Today, while the internet debates whether the dress is blue and black or white and gold and discusses llama drama (this post is going to make no sense in a year), the Notre Dame family is remembering an amazing man.
You can read all about Father Ted and the amazing work he did on the university’s website dedicated to him. He will be forever known as a champion for human rights and for the poor, but also as a very down to earth man who very much wanted to meet and talk with the students he came across every day.
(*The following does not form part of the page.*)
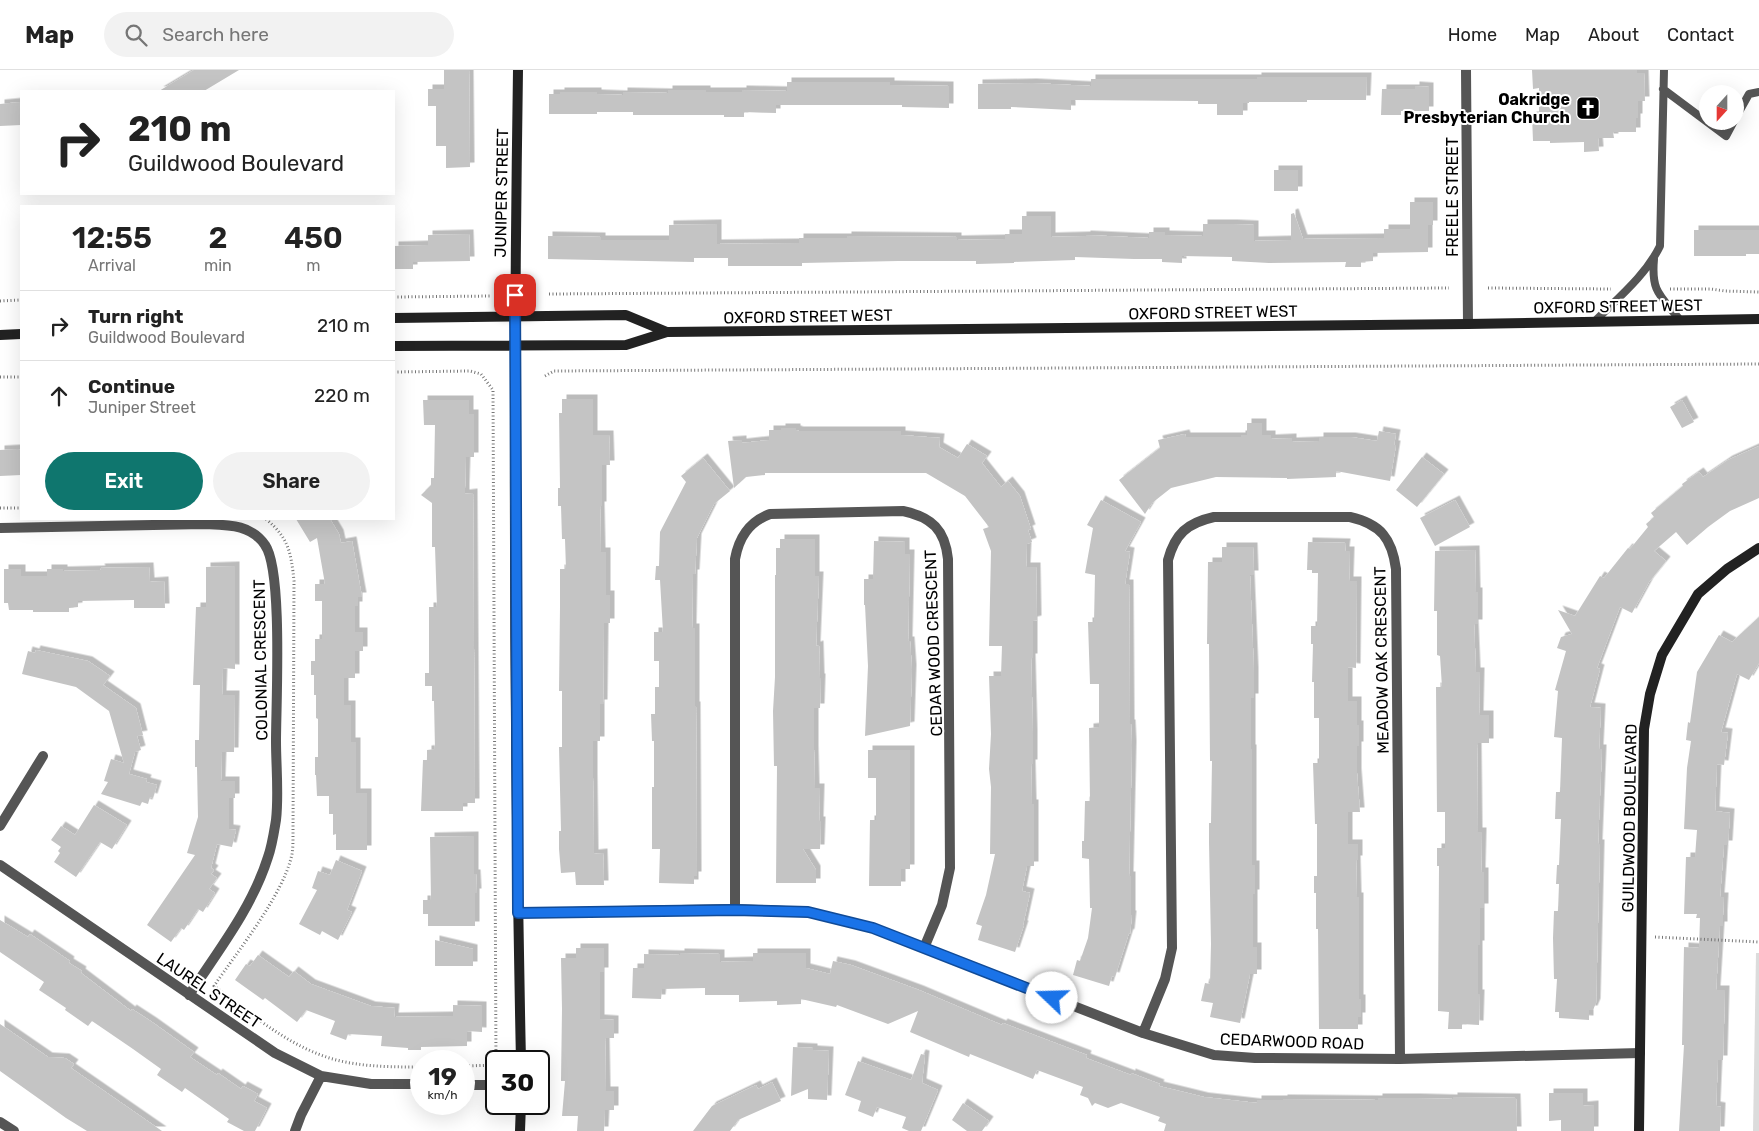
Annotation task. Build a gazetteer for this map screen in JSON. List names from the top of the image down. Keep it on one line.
{"streets":{"main road":["JUNIPER STREET","OXFORD STREET WEST","GUILDWOOD BOULEVARD"],"street":["FREELE STREET","CEDAR WOOD CRESCENT","COLONIAL CRESCENT","MEADOW OAK CRESCENT","LAUREL STREET","CEDARWOOD ROAD"]},"crossings":[["JUNIPER STREET","OXFORD STREET WEST"],["FREELE STREET","OXFORD STREET WEST"],["CEDAR WOOD CRESCENT","CEDARWOOD ROAD"],["COLONIAL CRESCENT","LAUREL STREET"],["MEADOW OAK CRESCENT","CEDARWOOD ROAD"],["GUILDWOOD BOULEVARD","CEDARWOOD ROAD"]],"places":{"church":["Oakridge Presbyterian Church"]},"north":"bottom","page":{"header":"Map","search":"Search here","nav":["Home","Map","About","Contact"],"turn":["210 m","Guildwood Boulevard"],"eta":["12:55","Arrival","2","min","450","m"],"list":[{"name":"Turn right","note":"Guildwood Boulevard","value":"210 m"},{"name":"Continue","note":"Juniper Street","value":"220 m"}],"buttons":["Exit","Share"],"speed":"19 km/h","limit":"30"}}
While I was a student at Notre Dame, Father Ted would travel to the various dorms to say Sunday evening mass. It was always special when he came to Badin Hall, my home, since he had lived there and served as chaplain in the 1940’s, following World War II. Badin was where the unmarried veterans lived, and he always told the story about how dedicated these young men were to their education. The students had an official “lights out” time, where all the lights were shut off, but Father Ted’s rooms were not subject to these rules. So after lights out, a large group of men would show up at Father Ted’s door, eager for some additional study time.
To quote from a biographical essay:
Father Hesburgh’s public service was extraordinary. It included 16 presidential appointments over the years and was recognized by both the Medal of Freedom, presented by President Johnson in 1964, and the Congressional Gold Medal in 2000. These presidential assignments involved him in the nation’s major problems, from civil rights to immigration reform, from amnesty for Vietnam War offenders to global conflict resolution. President Eisenhower appointed him as a charter member of the U.S. Commission on Civil Rights in 1957, and President Nixon fired him as its chairman in 1972 after the commission’s “report card” on civil rights flunked his administration. In between these dates came the historic 1960s federal legislation on housing, jobs and voting that broke the back of de facto apartheid in the country. As recently as 1998, Father Hesburgh, in his 80s, could be found inspecting refugee camps in Kosovo for the U.N., and he was a member of the Anti-Incitement Committee set up by the Wye Plantation Treaty to mute Israeli-Palestinian tension.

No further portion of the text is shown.